> **Data listing**:
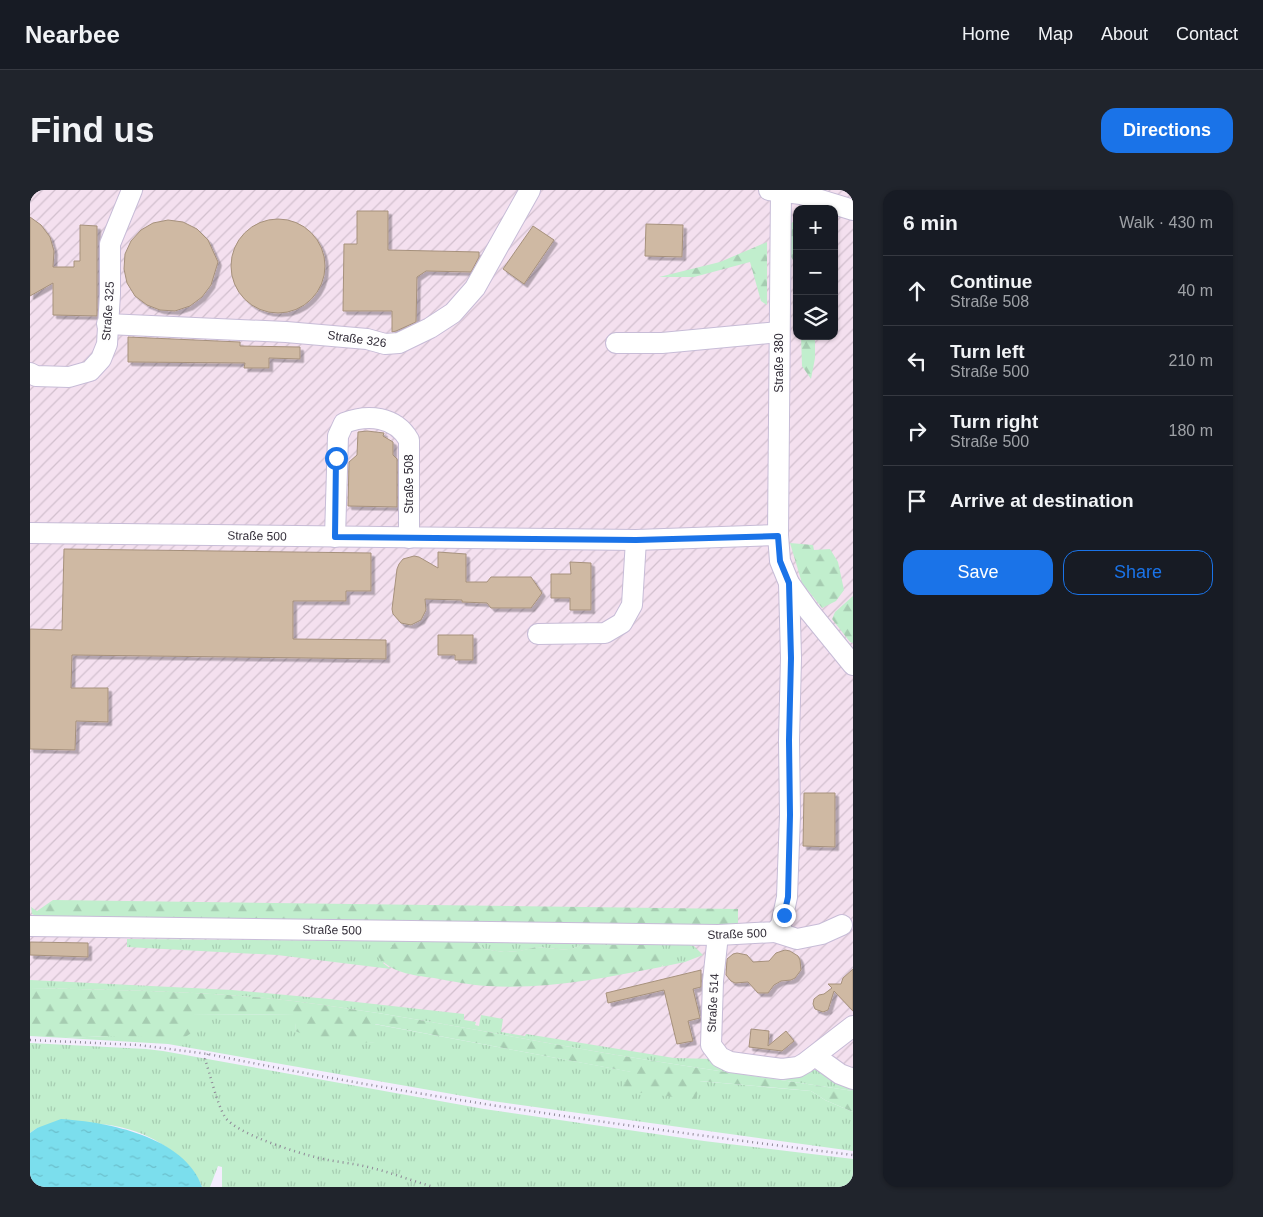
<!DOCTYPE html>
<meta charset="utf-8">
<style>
body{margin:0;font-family:Helvetica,sans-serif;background:#20242c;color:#f1f3f6}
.controls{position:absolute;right:15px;top:15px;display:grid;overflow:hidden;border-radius:10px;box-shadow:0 1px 4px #0004}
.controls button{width:45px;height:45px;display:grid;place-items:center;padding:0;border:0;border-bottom:1px solid #363941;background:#171b24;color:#f1f3f6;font:25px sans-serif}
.stop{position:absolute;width:15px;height:15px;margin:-11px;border:4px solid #1a73e8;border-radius:50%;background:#fff}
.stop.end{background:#1a73e8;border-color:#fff;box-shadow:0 1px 5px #0008}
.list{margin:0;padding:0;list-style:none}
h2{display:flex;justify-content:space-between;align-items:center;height:65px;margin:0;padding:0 20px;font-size:21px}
h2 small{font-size:16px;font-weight:400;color:#9ea1a6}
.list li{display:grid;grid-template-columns:32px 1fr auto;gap:15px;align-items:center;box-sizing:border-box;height:70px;padding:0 20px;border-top:1px solid #363941}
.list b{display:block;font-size:19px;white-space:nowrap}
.list p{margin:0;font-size:16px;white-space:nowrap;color:#9ea1a6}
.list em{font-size:16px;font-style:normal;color:#9ea1a6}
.actions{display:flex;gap:10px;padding:15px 20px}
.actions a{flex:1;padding:11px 0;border:1px solid #1a73e8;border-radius:15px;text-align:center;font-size:18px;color:#1a73e8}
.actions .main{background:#1a73e8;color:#fff}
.icon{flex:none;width:28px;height:28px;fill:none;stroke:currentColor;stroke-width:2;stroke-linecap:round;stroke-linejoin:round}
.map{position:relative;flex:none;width:823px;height:997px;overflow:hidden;border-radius:15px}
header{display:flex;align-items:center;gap:30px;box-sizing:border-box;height:70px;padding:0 25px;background:#171b24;border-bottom:1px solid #363941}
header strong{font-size:24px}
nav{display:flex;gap:28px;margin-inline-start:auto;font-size:18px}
.intro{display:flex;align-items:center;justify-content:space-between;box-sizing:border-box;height:120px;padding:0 30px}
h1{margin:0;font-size:35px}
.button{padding:12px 22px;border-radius:15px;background:#1a73e8;color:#fff;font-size:18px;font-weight:700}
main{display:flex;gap:30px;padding:0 30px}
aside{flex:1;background:#171b24;border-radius:15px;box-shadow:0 1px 4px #0004}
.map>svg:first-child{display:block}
.industrial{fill:url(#industrial-furrows);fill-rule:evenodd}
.grass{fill:url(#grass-tufts)}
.forest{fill:url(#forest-firs)}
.water{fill:url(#water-ripples)}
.building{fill:#cfb9a3;stroke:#a6917c;filter:url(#shadow)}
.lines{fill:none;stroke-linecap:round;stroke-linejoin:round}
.minor-casing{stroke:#c7bcd7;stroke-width:22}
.path{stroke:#8f8997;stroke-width:2.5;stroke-dasharray:1 4;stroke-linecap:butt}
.minor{stroke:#fff;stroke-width:20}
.route{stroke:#1a73e8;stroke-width:6}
.labels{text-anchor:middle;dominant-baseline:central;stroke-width:4.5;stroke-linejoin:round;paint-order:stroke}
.street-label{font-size:12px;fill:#312c37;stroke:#fefefe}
</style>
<header>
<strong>Nearbee</strong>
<nav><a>Home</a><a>Map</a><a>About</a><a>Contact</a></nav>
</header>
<div class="intro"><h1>Find us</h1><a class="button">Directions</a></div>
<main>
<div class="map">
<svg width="823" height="997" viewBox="0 0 823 997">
<defs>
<pattern id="industrial-furrows" width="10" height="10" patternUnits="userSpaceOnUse" patternTransform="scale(1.25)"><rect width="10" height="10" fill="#f4e0ef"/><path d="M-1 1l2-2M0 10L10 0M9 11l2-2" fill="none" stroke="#d2c0ce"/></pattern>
<pattern id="grass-tufts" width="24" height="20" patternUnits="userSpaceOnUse" patternTransform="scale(1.25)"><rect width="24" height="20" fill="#c1eecd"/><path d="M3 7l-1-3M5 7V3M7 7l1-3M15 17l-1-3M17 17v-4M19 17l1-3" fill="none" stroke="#a6ccb1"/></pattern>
<pattern id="forest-firs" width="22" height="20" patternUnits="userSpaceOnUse" patternTransform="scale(1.25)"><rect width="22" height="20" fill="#c1eecd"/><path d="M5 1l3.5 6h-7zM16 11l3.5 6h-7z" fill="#a6ccb1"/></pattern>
<pattern id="water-ripples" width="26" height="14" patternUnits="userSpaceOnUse" patternTransform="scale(1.25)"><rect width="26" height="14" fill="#7bdeed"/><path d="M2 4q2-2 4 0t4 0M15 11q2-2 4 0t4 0" fill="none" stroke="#6bbfcc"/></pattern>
<filter id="shadow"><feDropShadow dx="3.5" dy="3.5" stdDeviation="0" flood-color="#0004"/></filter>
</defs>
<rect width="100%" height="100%" fill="#f4edfe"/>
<path class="industrial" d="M0 0H823V900L574 863 347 822 209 807 125 802 0 798ZM767 19H804V146H767Z"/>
<g class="grass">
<path d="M97 749 366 751 353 773 361 779 247 765 97 757Z"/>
<path d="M448 752 657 754 664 756 673 765 655 772 631 777 633 776 631 755H551L539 760 507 757 490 761 474 762 454 759 449 755Z"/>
<path d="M0 790 202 800 299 809 434 824V830L446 832 445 835 449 836 451 825 473 829 471 842 495 846 496 844 644 868 685 869 786 880 823 898V901C740 888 658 877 575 863 471 845 368 824 263 811 176 801 87 800 0 798Z"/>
<path d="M159 824 267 825 265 841 345 853 344 834 602 882 591 900 669 891 781 901 795 910 823 922V961L462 911 138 854 36 848 78 846Z"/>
<path d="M0 853 116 859 133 861 454 919 674 951 823 969V997H192V977L188 976 180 997H172C170 990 164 984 159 978 137 951 103 936 68 934 48 933 27 936 7 938L0 943Z"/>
</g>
<g class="forest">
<path d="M767 30V77L760 65 759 34Z"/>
<path d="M737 52V115L731 111 720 72 664 87H629L690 72Z"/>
<path d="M771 146H785V168L781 189 772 176Z"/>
<path d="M760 353 783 355 784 360 800 359 808 372 814 400 806 411 792 418 772 393Z"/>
<path d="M823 406V453L820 452 802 429 805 422Z"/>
<path d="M23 710 708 719V735L6 726 2 724 1 717 7 721Z"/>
<path d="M366 751 448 752 449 755 454 759 474 762 489 761 507 757 539 760 551 755H631L633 758 634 774 631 777C574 788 515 800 457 796 439 795 421 791 404 788 382 785 360 783 346 764L348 758 360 759Z"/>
<path d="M0 798C87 800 176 801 263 811 368 824 471 845 575 863 658 877 740 888 823 901V922L795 910 781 901 670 891 666 910 590 900 601 882 345 834V853L288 850 265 841 266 825 160 824 167 839 154 848 78 846 36 848 0 846Z"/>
</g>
<path class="water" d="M31 929C77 932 154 946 172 997H0V943L7 938Z"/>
<g class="building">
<path d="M327 21H358V60L449 62V67L441 82 396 81 387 87 386 132 366 141 362 142V121H313L314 54H327Z"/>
<path d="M0 27 11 35 20 47 24 61 23 77H44V71H50V35L67 36V126L23 125V93L0 106Z"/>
<circle cx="248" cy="76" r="47"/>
<path d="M138 30 153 32 167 39 178 50 188 72 181 95 172 107 160 116 145 121 130 120 117 115 105 106 97 93 94 79 95 64 101 51 111 40 123 33Z"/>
<path d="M616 34 653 35 652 67 615 66Z"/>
<path d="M503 36 524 50 494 94 473 79Z"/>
<path d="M98 147 210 152V156L270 157V169L239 168V178H214L215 173 98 172Z"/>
<path d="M337 241 354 243 353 246 363 252V265L367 269V317L318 316 319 272 327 265 328 242Z"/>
<path d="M34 359 341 363V401H316V411H263V449L356 450V469L42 465 41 498H78V532L46 531 45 560 0 559V439L32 440Z"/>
<path d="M408 362 436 364V392H457L461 387H501L512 403 501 418H461L457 413 432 412V410L395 409 396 420 391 430 381 435 371 433 363 424 362 419 367 379 369 374 373 369 384 366 389 367 408 378Z"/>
<path d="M540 372 561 373V420H540V408H521V384H541Z"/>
<path d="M408 445H443V470H425V465H408Z"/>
<path d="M774 603H805V657L773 656Z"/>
<path d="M0 752 58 753V767L0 765Z"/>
<path d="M755 760 760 761 768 766 770 770 771 780 765 788 761 790 751 791 744 795 738 803H728L718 792 705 793 701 791 696 785 697 769 703 764 707 763 717 765 723 772 739 771 746 763Z"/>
<path d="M823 779V821L804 801 798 820 793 822 785 819 783 814 784 809 789 805 794 804 802 798 798 794H811L813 788Z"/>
<path d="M671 780V797L663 799 670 828 658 831 663 851 647 854 634 800 578 813 576 803Z"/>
<path d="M721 839 739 841 738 856 756 841 764 851 752 861 719 857Z"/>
</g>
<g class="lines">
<g class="minor-casing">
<g id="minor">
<path d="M739 0 771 4 823 20"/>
<path d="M77 134 256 142 337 149 355 154 369 153 400 138 423 123 445 98 500 0"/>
<path d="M586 153H632L749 142"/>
<path d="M0 183 6 186 39 187 60 181 71 169 77 154 80 104V54L102 0"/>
<path d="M0 343 606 350 748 345"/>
<path d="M305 347 308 246 314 233C338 224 365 226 379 250V348"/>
<path d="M759 393 779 421 823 475"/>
<path d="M508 444 575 443 592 433 602 415 606 350"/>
<path d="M0 736 688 745 745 742 751 735 757 707 760 625 759 550 761 468 759 393 750 371 748 345 751 0"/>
<path d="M745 742 767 749 792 744 812 735"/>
<path d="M688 745 683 791 681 855 690 867 700 872 752 879 768 877 775 873 823 836"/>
<path d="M785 866 810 884 823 889"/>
</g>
</g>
<g class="path">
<path d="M0 850 109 855 178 864C391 908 607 938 823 965"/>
<path d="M178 864 175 869C180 884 187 914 195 927 206 944 268 963 289 968 305 972 322 973 338 977 360 982 382 991 404 997"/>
</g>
<use href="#minor" class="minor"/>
</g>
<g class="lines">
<path class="route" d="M306 268 305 347 606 350 748 346 750 371 759 393 761 468 759 550 760 625 758 707 754 725"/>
</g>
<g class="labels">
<g class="street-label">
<text transform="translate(78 121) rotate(-86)">Straße 325</text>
<text transform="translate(327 149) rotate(8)">Straße 326</text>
<text transform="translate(749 173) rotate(-90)">Straße 380</text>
<text transform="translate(379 294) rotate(-90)">Straße 508</text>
<text transform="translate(227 346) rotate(1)">Straße 500</text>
<text transform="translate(302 740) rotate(1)">Straße 500</text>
<text transform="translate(707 744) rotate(-2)">Straße 500</text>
<text transform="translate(683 813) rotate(-87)">Straße 514</text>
</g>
</g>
</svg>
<div class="controls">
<button>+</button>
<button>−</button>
<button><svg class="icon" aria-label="layers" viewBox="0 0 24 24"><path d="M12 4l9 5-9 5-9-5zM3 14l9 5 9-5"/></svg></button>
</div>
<div class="stop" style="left:306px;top:268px"></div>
<div class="stop end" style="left:754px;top:725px"></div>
</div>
<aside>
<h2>6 min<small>Walk · 430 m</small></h2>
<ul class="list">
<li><svg class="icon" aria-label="ahead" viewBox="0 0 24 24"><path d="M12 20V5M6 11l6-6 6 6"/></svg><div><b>Continue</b><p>Straße 508</p></div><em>40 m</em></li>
<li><svg class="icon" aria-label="left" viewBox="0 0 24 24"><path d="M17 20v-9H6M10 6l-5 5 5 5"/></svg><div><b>Turn left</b><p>Straße 500</p></div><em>210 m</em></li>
<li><svg class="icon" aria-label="right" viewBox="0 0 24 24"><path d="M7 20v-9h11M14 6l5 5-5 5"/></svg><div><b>Turn right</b><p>Straße 500</p></div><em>180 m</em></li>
<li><svg class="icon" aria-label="arrive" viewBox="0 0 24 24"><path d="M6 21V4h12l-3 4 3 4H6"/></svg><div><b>Arrive at destination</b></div></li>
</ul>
<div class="actions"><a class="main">Save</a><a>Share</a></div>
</aside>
</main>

> **Requirement**:
Report each line in the data above that holds the word "linecap" by copying it.

> **Exercise response**:
.icon{flex:none;width:28px;height:28px;fill:none;stroke:currentColor;stroke-width:2;stroke-linecap:round;stroke-linejoin:round}
.lines{fill:none;stroke-linecap:round;stroke-linejoin:round}
.path{stroke:#8f8997;stroke-width:2.5;stroke-dasharray:1 4;stroke-linecap:butt}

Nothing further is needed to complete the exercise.